The answer must consist of each line below that contains the string "Eetcafé".

Extracted material.
****************

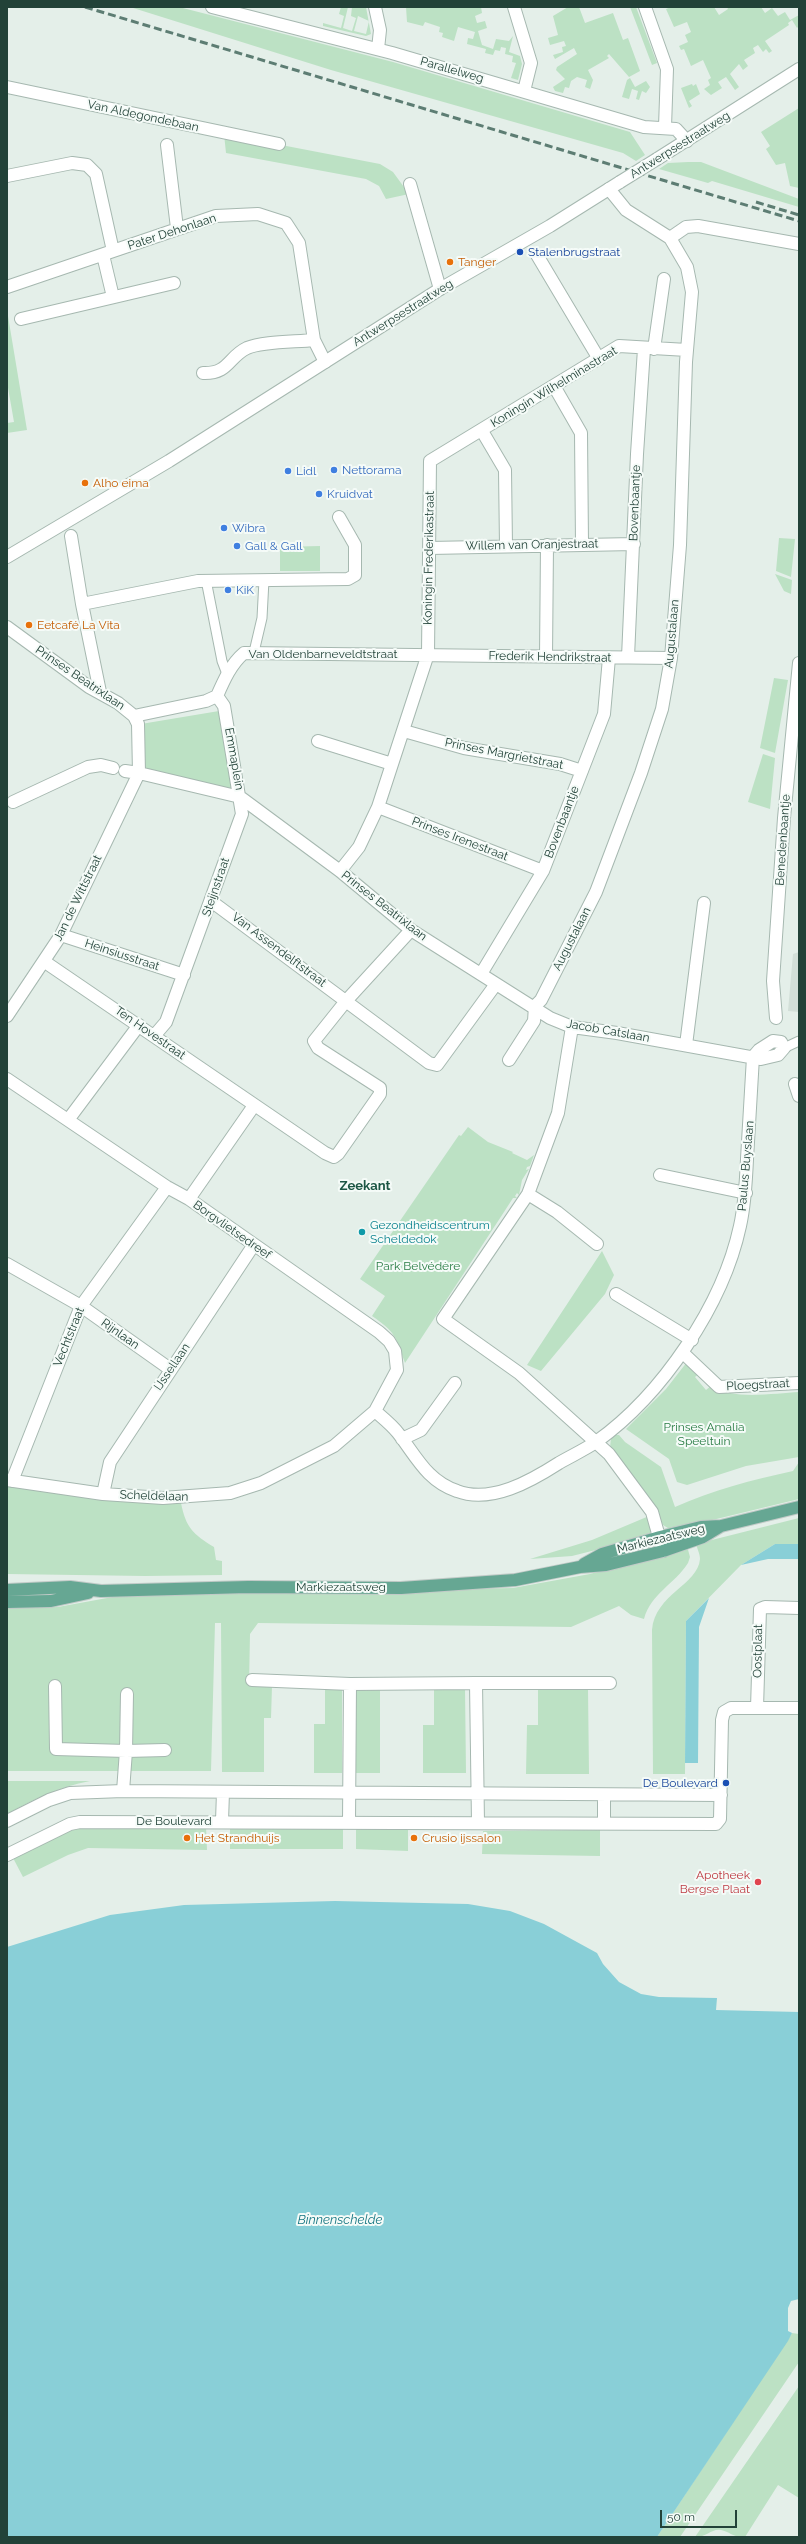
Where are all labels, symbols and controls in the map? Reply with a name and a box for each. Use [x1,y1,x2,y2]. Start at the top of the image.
street label: Parallelweg [419,54,485,86]
street label: Van Aldegondebaan [86,97,200,135]
street label: Antwerpsestraatweg [627,108,733,182]
street label: Pater Dehonlaan [126,211,218,253]
place label: Stalenbrugstraat [528,245,620,259]
marker: Stalenbrugstraat [515,247,525,257]
place label: Tanger [458,255,496,269]
marker: Tanger [445,257,455,267]
street label: Antwerpsestraatweg [350,276,456,350]
street label: Koningin Wilhelminastraat [488,343,620,431]
place label: Nettorama [342,463,402,477]
place label: Lidl [296,464,316,478]
marker: Nettorama [329,465,339,475]
street label: Bovenbaantje [626,465,644,541]
marker: Lidl [283,466,293,476]
place label: Alho eima [93,476,149,490]
marker: Alho eima [80,478,90,488]
place label: Kruidvat [327,487,373,501]
marker: Kruidvat [314,489,324,499]
street label: Koningin Frederikastraat [421,491,437,625]
place label: Wibra [232,521,265,535]
marker: Wibra [219,523,229,533]
street label: Willem van Oranjestraat [465,537,599,553]
place label: Gall & Gall [245,539,302,553]
marker: Gall & Gall [232,541,242,551]
place label: KiK [236,583,254,597]
marker: KiK [223,585,233,595]
street label: Augustalaan [662,599,682,669]
place label: Eetcafé La Vita [37,618,120,632]
marker: Eetcafé La Vita [24,620,34,630]
street label: Prinses Beatrixlaan [33,643,127,713]
street label: Van Oldenbarneveldtstraat [249,647,397,661]
street label: Frederik Hendrikstraat [488,649,612,665]
street label: Emmaplein [221,727,247,791]
street label: Prinses Margrietstraat [444,735,564,773]
street label: Bovenbaantje [542,784,582,860]
street label: Benedenbaantje [773,794,793,886]
street label: Prinses Irenestraat [410,814,510,864]
street label: Jan de Wittstraat [51,853,105,943]
street label: Steijnstraat [199,856,233,918]
street label: Prinses Beatrixlaan [338,868,430,944]
street label: Augustalaan [550,905,594,973]
street label: Van Assendelftstraat [229,910,329,990]
street label: Heinsiusstraat [83,936,161,974]
street label: Ten Hovestraat [112,1003,188,1063]
street label: Jacob Catslaan [565,1017,651,1045]
street label: Paulus Buyslaan [735,1120,757,1212]
district label: Zeekant [339,1178,391,1194]
street label: Borgvlietsedreef [190,1198,274,1262]
place label: Gezondheidscentrum Scheldedok [370,1218,490,1246]
marker: Gezondheidscentrum Scheldedok [357,1227,367,1237]
park label: Park Belvédère [376,1259,460,1273]
street label: Vechtstraat [51,1305,87,1369]
street label: Rijnlaan [98,1316,142,1352]
street label: IJssellaan [151,1341,193,1393]
street label: Ploegstraat [726,1376,790,1394]
park label: Prinses Amalia Speeltuin [663,1420,745,1448]
street label: Scheldelaan [119,1488,189,1504]
street label: Markiezaatsweg [616,1521,706,1557]
street label: Markiezaatsweg [296,1580,386,1594]
street label: Oostplaat [750,1624,766,1678]
place label: De Boulevard [643,1776,718,1790]
marker: De Boulevard [721,1778,731,1788]
street label: De Boulevard [136,1814,212,1828]
place label: Het Strandhuijs [195,1831,279,1845]
place label: Crusio ijssalon [422,1831,501,1845]
marker: Het Strandhuijs [182,1833,192,1843]
marker: Crusio ijssalon [409,1833,419,1843]
place label: Apotheek Bergse Plaat [680,1868,750,1896]
marker: Apotheek Bergse Plaat [753,1877,763,1887]
water label: Binnenschelde [297,2212,383,2228]
scale bar [662,2502,739,2528]
text: 50 m [667,2510,695,2524]

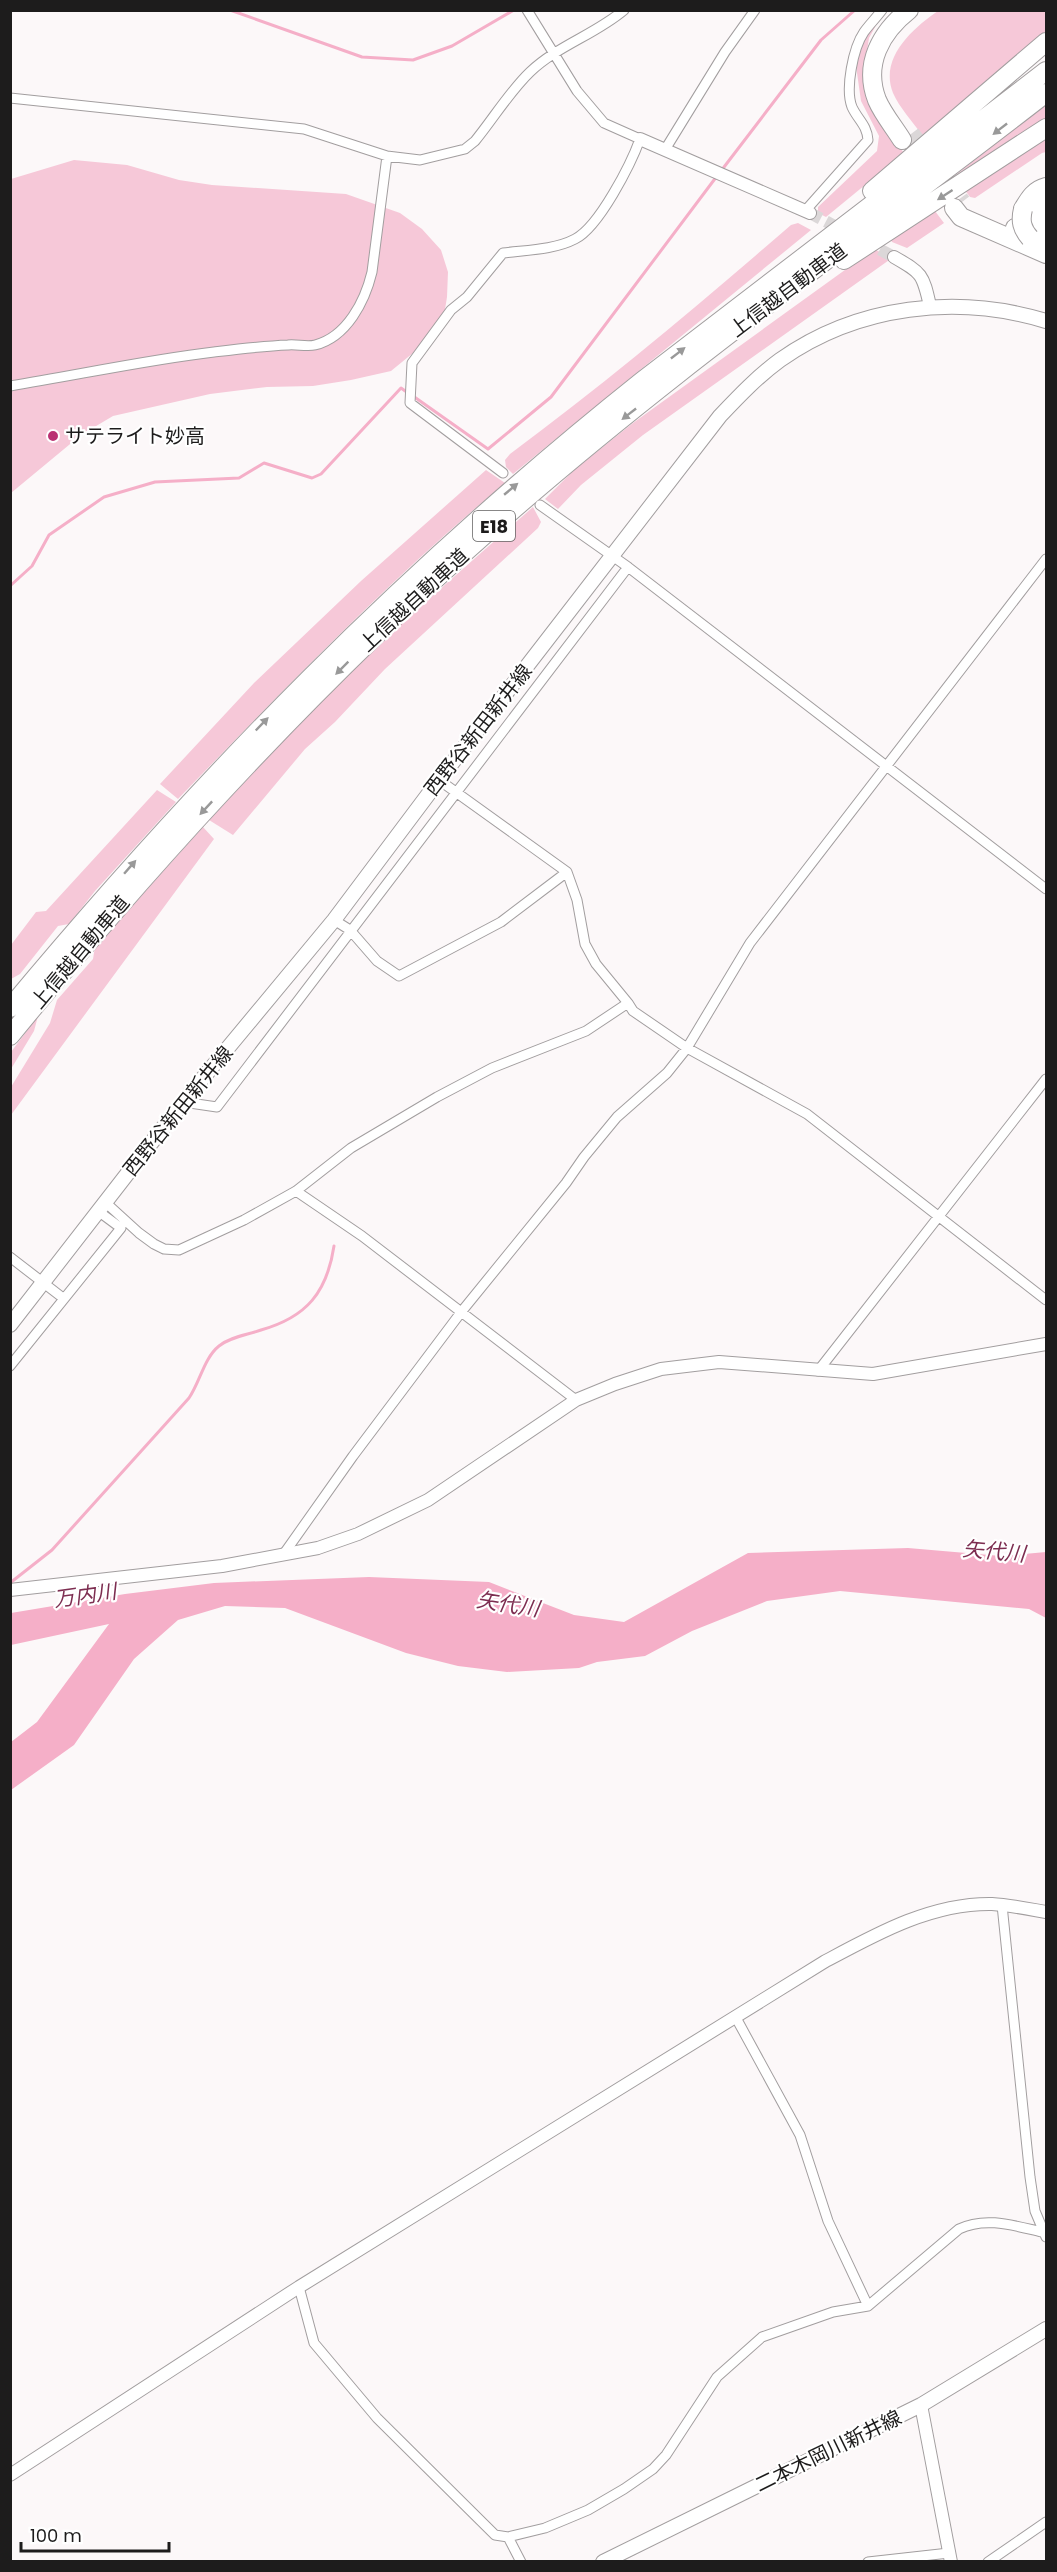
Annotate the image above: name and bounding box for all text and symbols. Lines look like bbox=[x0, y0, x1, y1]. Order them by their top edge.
one-way arrow bbox=[993, 122, 1008, 134]
one-way arrow bbox=[937, 190, 953, 201]
street label: 上信越自動車道 bbox=[724, 237, 852, 343]
one-way arrow bbox=[670, 346, 686, 359]
one-way arrow bbox=[621, 407, 637, 420]
place label: サテライト妙高 bbox=[65, 422, 205, 450]
marker: サテライト妙高 bbox=[46, 429, 60, 443]
one-way arrow bbox=[503, 483, 519, 496]
road number: E18 bbox=[473, 511, 515, 541]
street label: 上信越自動車道 bbox=[353, 542, 475, 658]
street label: 西野谷新田新井線 bbox=[418, 658, 538, 802]
one-way arrow bbox=[335, 661, 349, 675]
one-way arrow bbox=[255, 716, 269, 731]
one-way arrow bbox=[200, 800, 213, 815]
one-way arrow bbox=[123, 859, 136, 875]
street label: 上信越自動車道 bbox=[24, 889, 136, 1015]
street label: 西野谷新田新井線 bbox=[117, 1040, 239, 1182]
water label: 矢代川 bbox=[961, 1534, 1029, 1568]
water label: 万内川 bbox=[52, 1576, 120, 1614]
water label: 矢代川 bbox=[475, 1585, 543, 1624]
street label: 二本木岡川新井線 bbox=[750, 2403, 906, 2499]
scale bar bbox=[21, 2515, 170, 2553]
text: 100 m bbox=[30, 2523, 82, 2548]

****************

Response area.
place label: Eetcafé La Vita [37,618,120,632]
marker: Eetcafé La Vita [24,620,34,630]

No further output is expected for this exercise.